You could post your resume on every major job board and hope that luck strikes, search company websites aimlessly and apply for dozens of jobs a day. But, don’t be surprised if that approach wears you out, leaving you frustrated, angry and jaded.

Improve your chances of getting the best job

Do yourself a favor and cut down on the time it takes you to get hired into (and appropriately paid for) a job that you’ll love and appreciate for years. Start by considering your passions. If you take a job that never allows you to use your passions, you’ll long for a new gig soon. Note skills and abilities that you have gained over your work career. Information knowledge counts.

Do you possess knowledge about financial, technological, educational or local political systems? Your knowledge has value. Consider this knowledge when conducting a job search.

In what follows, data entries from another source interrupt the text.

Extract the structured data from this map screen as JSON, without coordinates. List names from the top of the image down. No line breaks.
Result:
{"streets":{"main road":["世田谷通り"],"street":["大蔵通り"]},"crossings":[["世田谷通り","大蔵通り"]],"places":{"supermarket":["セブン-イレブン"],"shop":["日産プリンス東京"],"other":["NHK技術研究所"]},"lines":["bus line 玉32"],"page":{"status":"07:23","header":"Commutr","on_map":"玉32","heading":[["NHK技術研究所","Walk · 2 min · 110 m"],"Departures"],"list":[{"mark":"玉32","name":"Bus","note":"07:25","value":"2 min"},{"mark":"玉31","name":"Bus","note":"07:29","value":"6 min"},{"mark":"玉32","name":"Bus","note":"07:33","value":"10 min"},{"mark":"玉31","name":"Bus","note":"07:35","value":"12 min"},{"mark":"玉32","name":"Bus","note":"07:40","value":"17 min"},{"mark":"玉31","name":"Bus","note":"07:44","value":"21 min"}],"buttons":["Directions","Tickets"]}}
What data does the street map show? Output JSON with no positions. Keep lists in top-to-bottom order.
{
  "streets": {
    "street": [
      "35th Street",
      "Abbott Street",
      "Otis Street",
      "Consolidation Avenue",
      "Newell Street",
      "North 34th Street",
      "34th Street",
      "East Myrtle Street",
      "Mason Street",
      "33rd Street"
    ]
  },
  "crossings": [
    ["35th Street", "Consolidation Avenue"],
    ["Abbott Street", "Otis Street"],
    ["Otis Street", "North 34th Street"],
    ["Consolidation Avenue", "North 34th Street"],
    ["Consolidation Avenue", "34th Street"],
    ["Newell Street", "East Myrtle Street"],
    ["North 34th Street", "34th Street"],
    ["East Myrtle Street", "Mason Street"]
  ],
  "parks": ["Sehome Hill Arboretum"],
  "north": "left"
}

This is important. Should you (and you probably do) have the skills and knowledge to work two or more jobs, create a separate resume and cover letter for each position that matches your skills. For example, if you’re a courtroom stenographer who teaches graphic  design software programs at a community college on weekends and you also have in-depth knowledge about local real estate markets, you could significantly increase your choices of landing a job that you’ll love if you create a teaching, a graphic design and a courtroom stenographer resume and three corresponding cover letters.

Include keywords that are listed in descriptions for positions you are searching for in your resumes and cover letters. Two to three keywords repeated twice should do it. Monitor the results that you get from keywords that you use. Be open to using different keywords if you’re receiving less than a 10% response rate from recruiters and hiring managers.

Steps to getting hired right

Speaking of monitoring your job search results, a spreadsheet is an effective tracking tool. Fields that you could include in your spreadsheet are the dates that you apply for jobs, the names of companies you applied with, email addresses or other contact information for recruiters or hiring managers that you sent your resume and application.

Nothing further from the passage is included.